Dans le contexte d’une année médiocre à mauvaise pour les actifs financiers tels que les actions, les obligations et l’immobilier, M. Longeval met en avant un atout essentiel de l’or : l’absence de tout risque de contrepartie. L’or ne peut pas faire faillite et est donc considéré comme une valeur refuge, tout comme les obligations étatiques américaines. Etant un pays puissant sur le plan économique et militaire, mais aussi sur le plan monétaire, avec une dette émise exclusivement en dollars américains, les Etats-Unis ne peuvent donc pas faire faillite, à moins qu’ils ne le fassent volontairement. Après tout, les États-Unis ont le « Power of the Purse ». Un pays monétairement souverain peut créer autant de monnaie qu’il le souhaite par l’intermédiaire de sa banque centrale et n’a pas besoin d’augmenter les impôts ou de s’endetter au préalable. Ce pouvoir magique est appelé le « Power of the Purse ».

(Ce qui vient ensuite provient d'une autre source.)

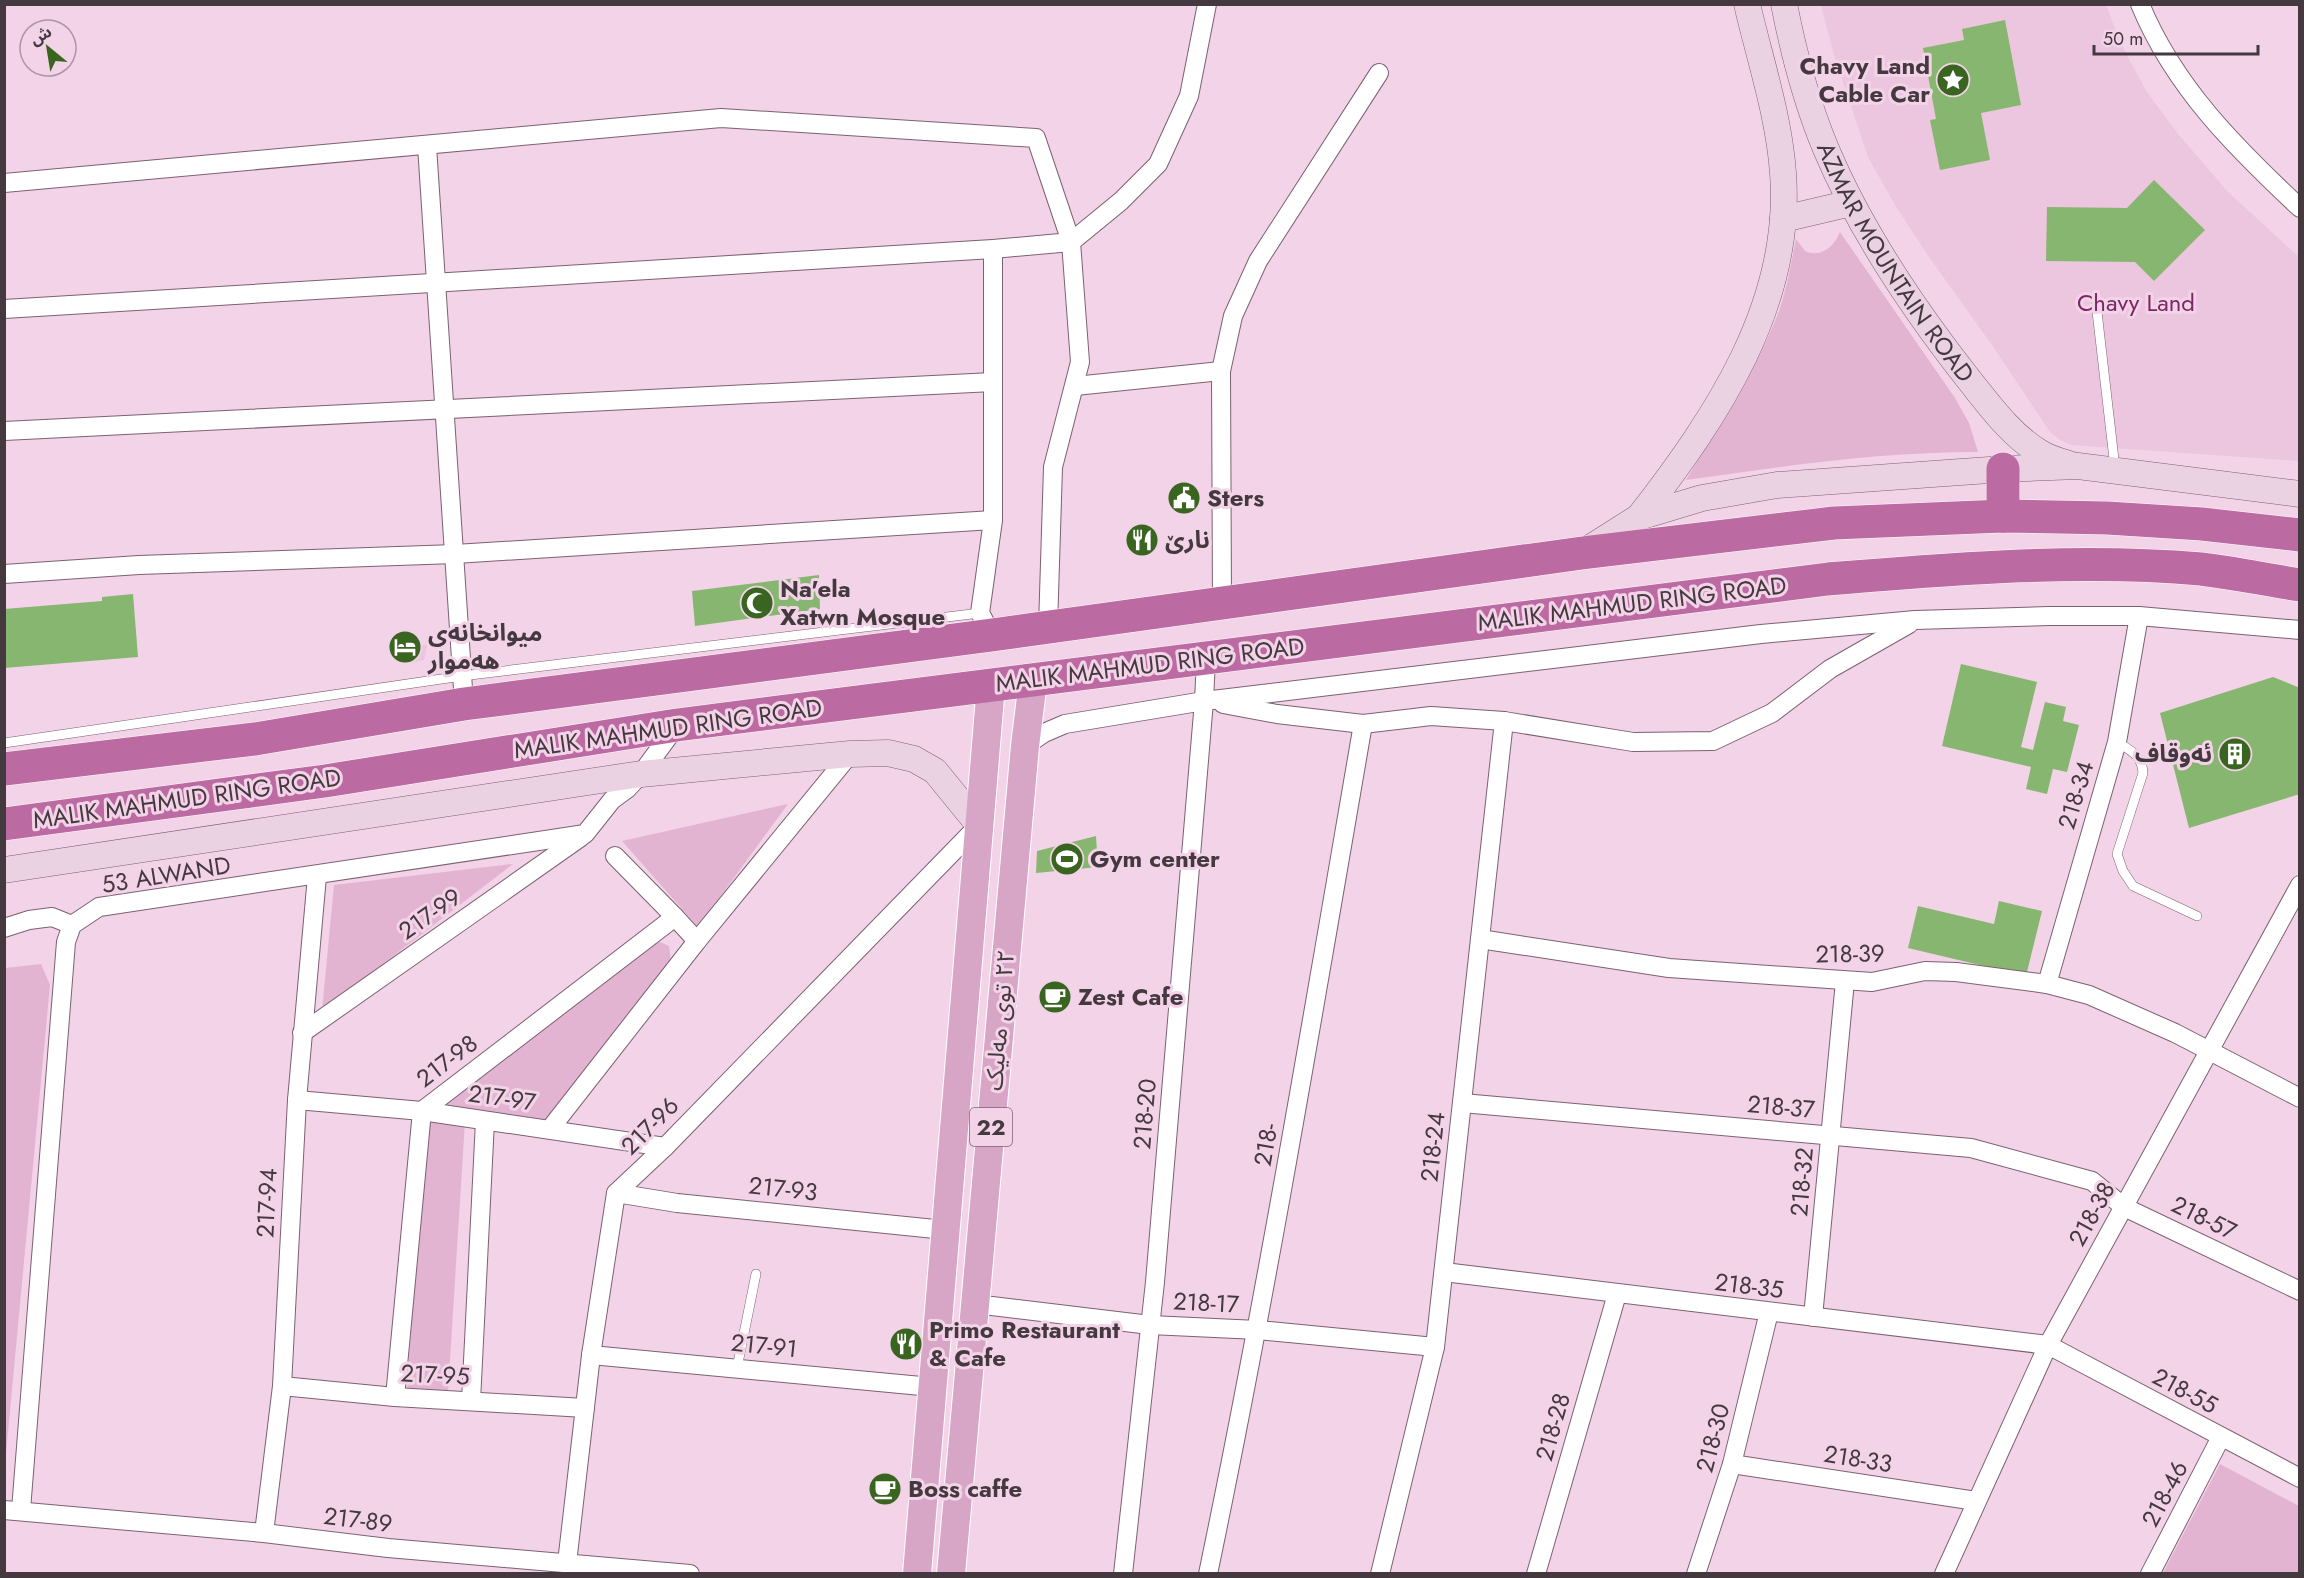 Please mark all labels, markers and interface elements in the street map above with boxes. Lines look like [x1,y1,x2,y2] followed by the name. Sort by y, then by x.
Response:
[18,18,78,78] north arrow
[2094,18,2258,56] scale bar
[26,20,56,51] text: ش
[2103,26,2143,52] text: 50 m
[1799,48,1930,111] place label: Chavy Land Cable Car
[1935,62,1971,98] place icon: Chavy Land Cable Car
[1808,137,1983,390] street label: AZMAR MOUNTAIN ROAD
[2077,285,2195,320] park label: Chavy Land
[1166,480,1202,516] public building icon: Sters
[1207,480,1264,515] place label: Sters
[1124,522,1160,558] restaurant icon: نارێ
[1165,522,1210,557] place label: نارێ
[1476,567,1788,640] street label: MALIK MAHMUD RING ROAD
[780,571,945,634] place label: Na'ela Xatwn Mosque
[739,585,775,621] mosque icon: Na'ela Xatwn Mosque
[427,615,543,678] place label: میوانخانەی هەموار
[994,628,1306,701] street label: MALIK MAHMUD RING ROAD
[387,629,423,665] hotel icon: میوانخانەی هەموار
[512,690,824,767] street label: MALIK MAHMUD RING ROAD
[2135,736,2212,771] place label: ئەوقاف
[2217,736,2253,772] building icon: ئەوقاف
[2049,756,2102,833] street label: 218-34
[31,760,343,837] street label: MALIK MAHMUD RING ROAD
[1049,841,1085,877] sports icon: Gym center
[1090,841,1220,876] place label: Gym center
[99,847,233,902] street label: 53 ALWAND
[391,879,468,948] street label: 217-99
[1815,935,1885,972] street label: 218-39
[976,948,1023,1092] street label: ٢٢ توی مەلیک
[1037,979,1073,1015] cafe icon: Zest Cafe
[1078,979,1183,1014] place label: Zest Cafe
[409,1026,485,1095] street label: 217-98
[466,1075,538,1120] street label: 217-97
[1124,1077,1165,1151] street label: 218-20
[1746,1086,1817,1127] street label: 218-37
[613,1089,687,1163] street label: 217-96
[970,1108,1012,1146] road number: 22
[1411,1110,1454,1184] street label: 218-24
[1245,1121,1286,1169] street label: 218-
[1781,1146,1822,1218] street label: 218-32
[247,1167,286,1239] street label: 217-94
[747,1167,819,1210] street label: 217-93
[2060,1175,2124,1252] street label: 218-38
[2166,1187,2243,1249] street label: 218-57
[1713,1264,1786,1307] street label: 218-35
[1172,1283,1240,1322] street label: 218-17
[929,1312,1120,1375] place label: Primo Restaurant & Cafe
[729,1325,799,1366] street label: 217-91
[888,1326,924,1362] restaurant icon: Primo Restaurant & Cafe
[399,1355,471,1394] street label: 217-95
[2146,1359,2224,1422] street label: 218-55
[1526,1389,1579,1465] street label: 218-28
[1687,1399,1738,1476] street label: 218-30
[1821,1436,1895,1481] street label: 218-33
[2133,1454,2197,1533] street label: 218-46
[867,1471,903,1507] cafe icon: Boss caffe
[908,1471,1022,1506] place label: Boss caffe
[322,1498,394,1541] street label: 217-89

Les pays qui ont renoncé à leur souveraineté monétaire, comme tous les pays de la zone euro, ont donc également renoncé au « Power of the Purse ».  Ils ne sont plus en mesure de créer leurs propres monnaies et se retrouvent complètement dépendants de la Banque centrale européenne, qui a une marge de manœuvre monétaire plus limitée que la Fed ».

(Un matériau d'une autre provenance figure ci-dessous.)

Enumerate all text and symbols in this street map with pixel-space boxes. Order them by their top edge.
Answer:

L’or, qui est sur la défensive depuis cinq semaines en réaction à une inflation américaine obstinément élevée qui fait grimper le dollar et les rendements des obligations d’État américaines, est tombé en dessous du support qui devient maintenant une résistance à 1680 $. Le marché est submergé par le momentum et la vente technique liés au risque d’une hausse de 1% des taux d’intérêt américains la semaine prochaine. En outre, le marché a continué de relever ses attentes quant à la hausse du taux des fonds fédéraux dans les mois à venir.

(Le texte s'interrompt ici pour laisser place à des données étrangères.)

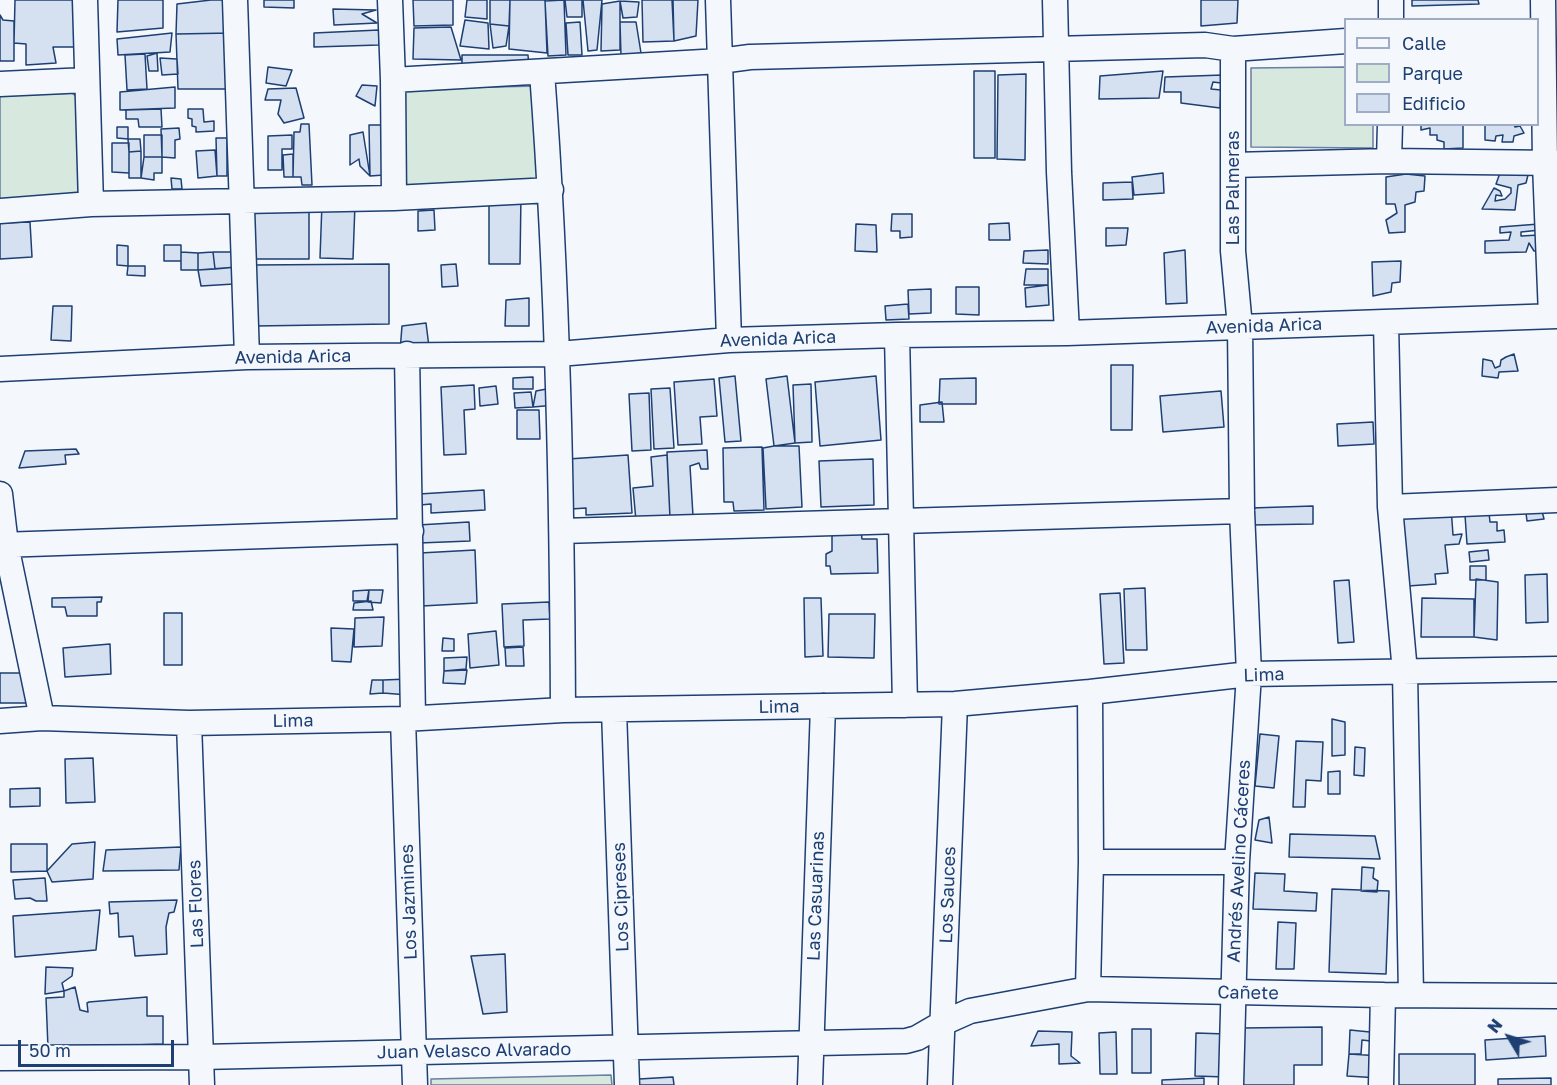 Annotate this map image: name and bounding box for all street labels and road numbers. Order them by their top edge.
street label: Las Palmeras [1222,130,1244,246]
street label: Avenida Arica [1205,313,1323,339]
street label: Avenida Arica [719,326,837,352]
street label: Avenida Arica [234,345,352,369]
street label: Lima [1243,663,1285,687]
street label: Lima [758,696,800,718]
street label: Lima [272,710,314,732]
street label: Andrés Avelino Cáceres [1223,759,1255,963]
street label: Las Casuarinas [803,831,829,961]
street label: Los Cipreses [608,842,634,952]
street label: Los Jazmines [396,844,422,960]
street label: Los Sauces [936,846,960,944]
street label: Las Flores [184,859,208,949]
street label: Cañete [1217,982,1279,1004]
street label: Juan Velasco Alvarado [377,1039,571,1063]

Ole Hansen, responsable de la stratégie « matières premières » chez Saxo Bank, a indiqué dans un document de recherche que les raisons de détenir de l’or en cas d’échec de la politique n’ont fait que se renforcer durant ces dernières semaines. Le risque que le FOMC plonge l’économie américaine dans une récession avant de maîtriser l’inflation augmente et, une fois que cela se produira, le dollar est susceptible de chuter fortement, soutenant ainsi une nouvelle demande de métaux précieux. Avant cela, l’or pourrait néanmoins continuer à souffrir sur base des niveaux techniques. En effet, avec une clôture hebdomadaire sous les 1 680 $, le marché pourrait viser le retracement de 50 % du rallye 2018-2020 à 1 618 $.  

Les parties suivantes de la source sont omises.